White Folks Facing Race: The Power of Names and Grief

Emily Vincent
3 min readJun 8, 2022

Hi Friends,

My heart has been so heavy, like something is pressing on my chest. Emotional grief, compounded with the onset of covid in our household, has had me focusing on everyday activities and very little else for the last couple of weeks.

Even so, there are moments of clarity. The power of names and the power of grief, for example.

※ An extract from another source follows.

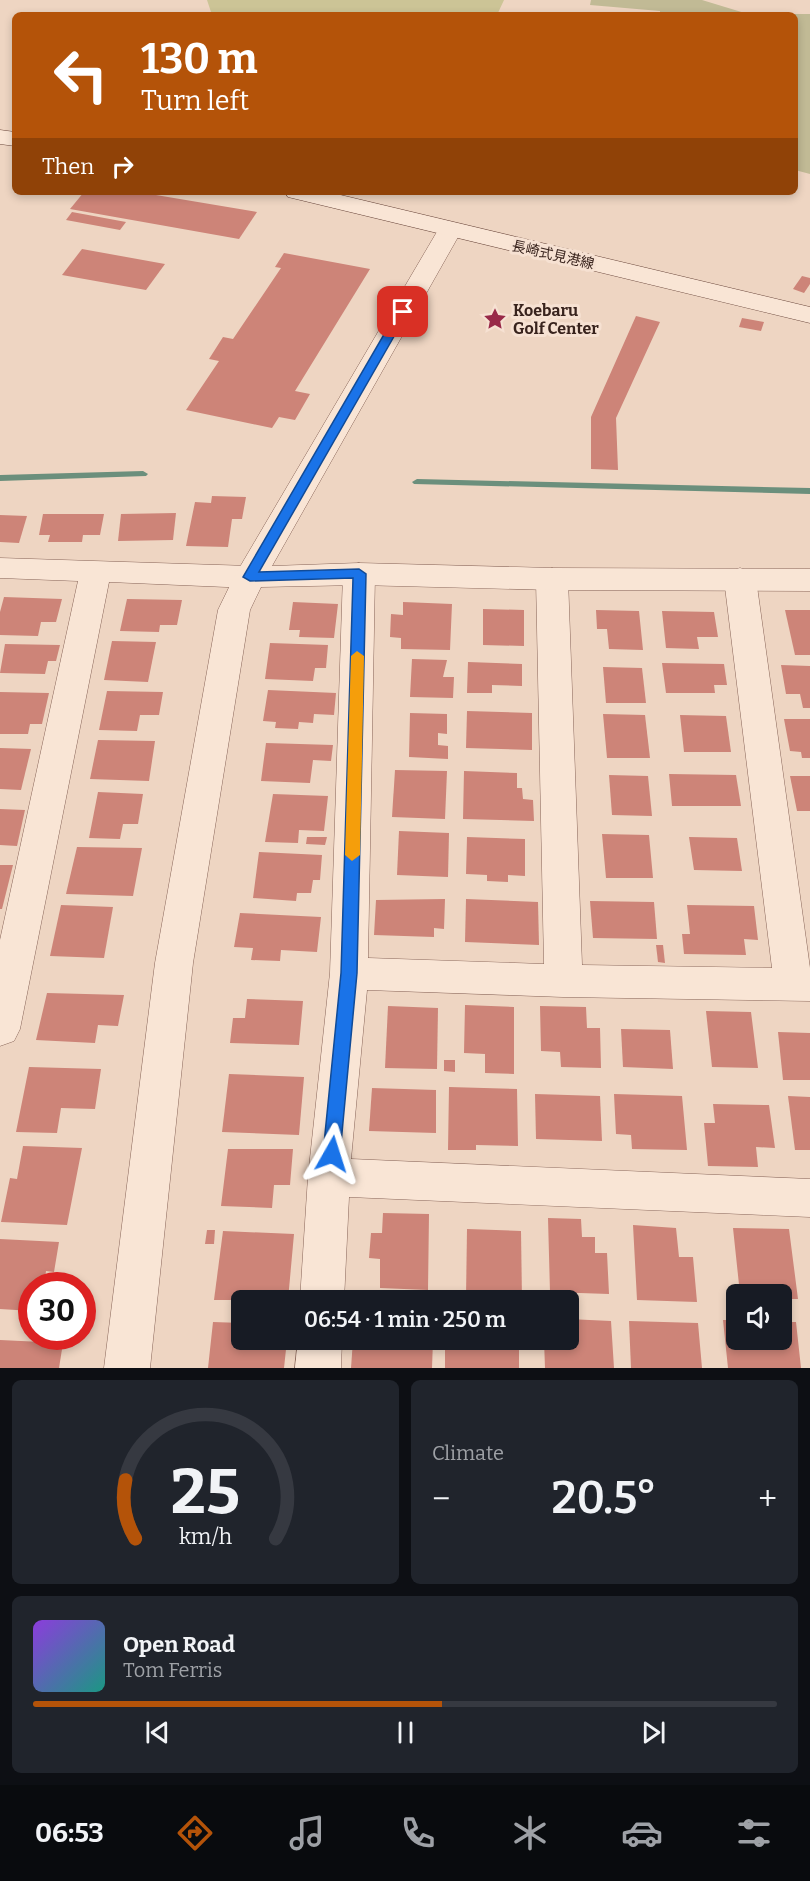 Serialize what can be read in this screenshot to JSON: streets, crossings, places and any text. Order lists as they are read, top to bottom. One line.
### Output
{"streets":{"street":["長崎式見港線"]},"places":{"place":["Koebaru Golf Center"]},"page":{"turn":["130 m","Turn left"],"then":"Then","limit":"30","trip":"06:54 · 1 min · 250 m","tile":"Climate","heat":["−","20.5°","+"],"song":["Open Road","Tom Ferris"],"tabs":"06:53","gauge":["25","km/h"]}}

The act of naming things can be a path to truth, which can lead to growth. Naming an institution’s role in upholding the system of slavery. Naming the dynamics in a relationship as abusive. Naming historical and current realities of one’s lived experience.

Names are also memory and legacy. Many families name their children after beloved ancestors, linking past and present in a person’s identity. Sometimes names cause families to protect a particular reputation or status that the legacy of their name has achieved, often tailoring to the point of a break with reality. The names of schools, roads, and institutions declare who should be remembered.

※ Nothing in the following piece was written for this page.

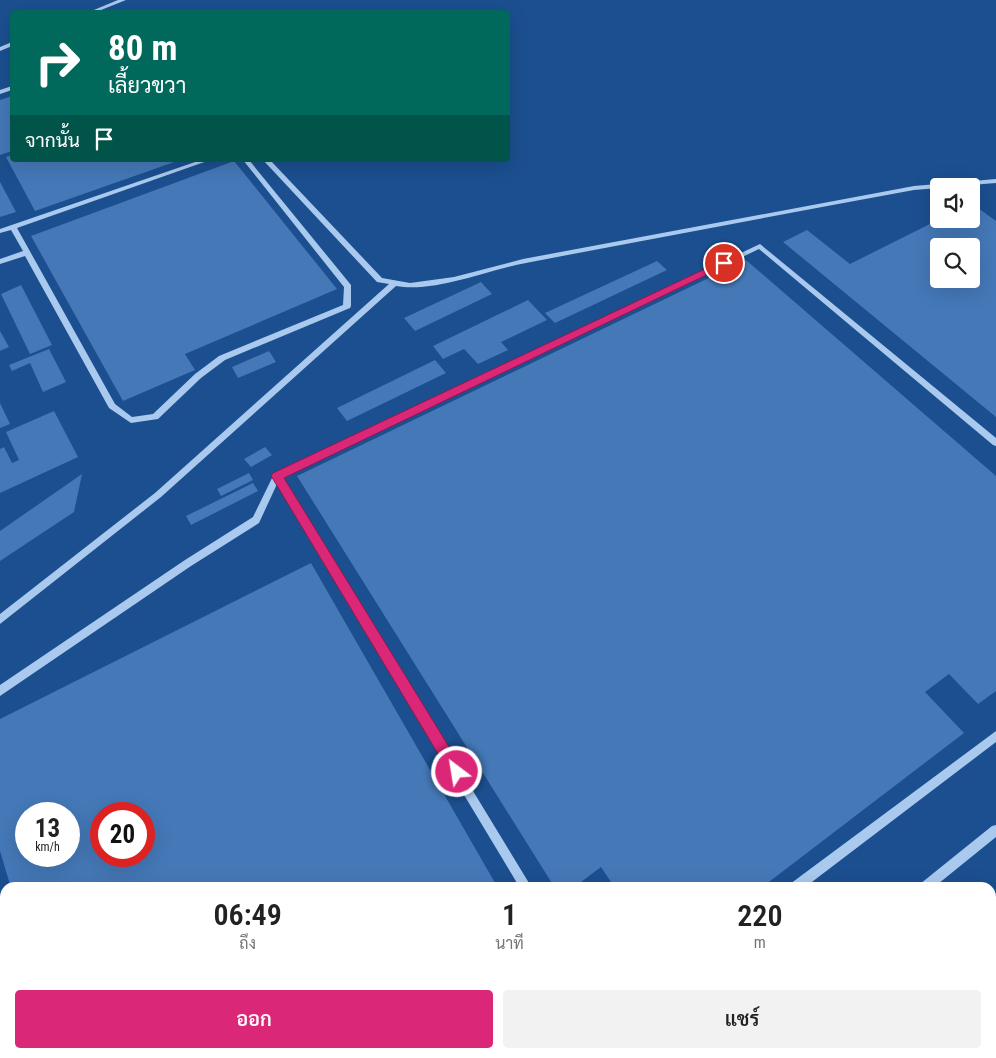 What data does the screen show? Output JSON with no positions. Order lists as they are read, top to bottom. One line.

Names and their use carry the power of being seen or erased. Using a person’s chosen name (and their associated pronouns) or refusing to. Renaming enslaved people or indigenous children in boarding schools using English/western conventions, erasing their cultural identities and connections. Removing last names, breaking a familial connection, uprooting people and separating them from each other. Erasing an aspect of people’s humanity.

So when a deadly event occurs, it is right to name the victims of violence, to commit their names to our memories, to choose to never forget them. To let their names, their humanity, propel us forward in making changes that will prevent another such event. It should make us pause and consider — how will our names be remembered?

There is another set of names to be considered and how we use them can have a particular power. Naming perpetrators, naming slaveholders, naming legislators. Holding people accountable for their action/inaction, showing them that their names and the ways they are remembered are not guaranteed to be positive or lasting.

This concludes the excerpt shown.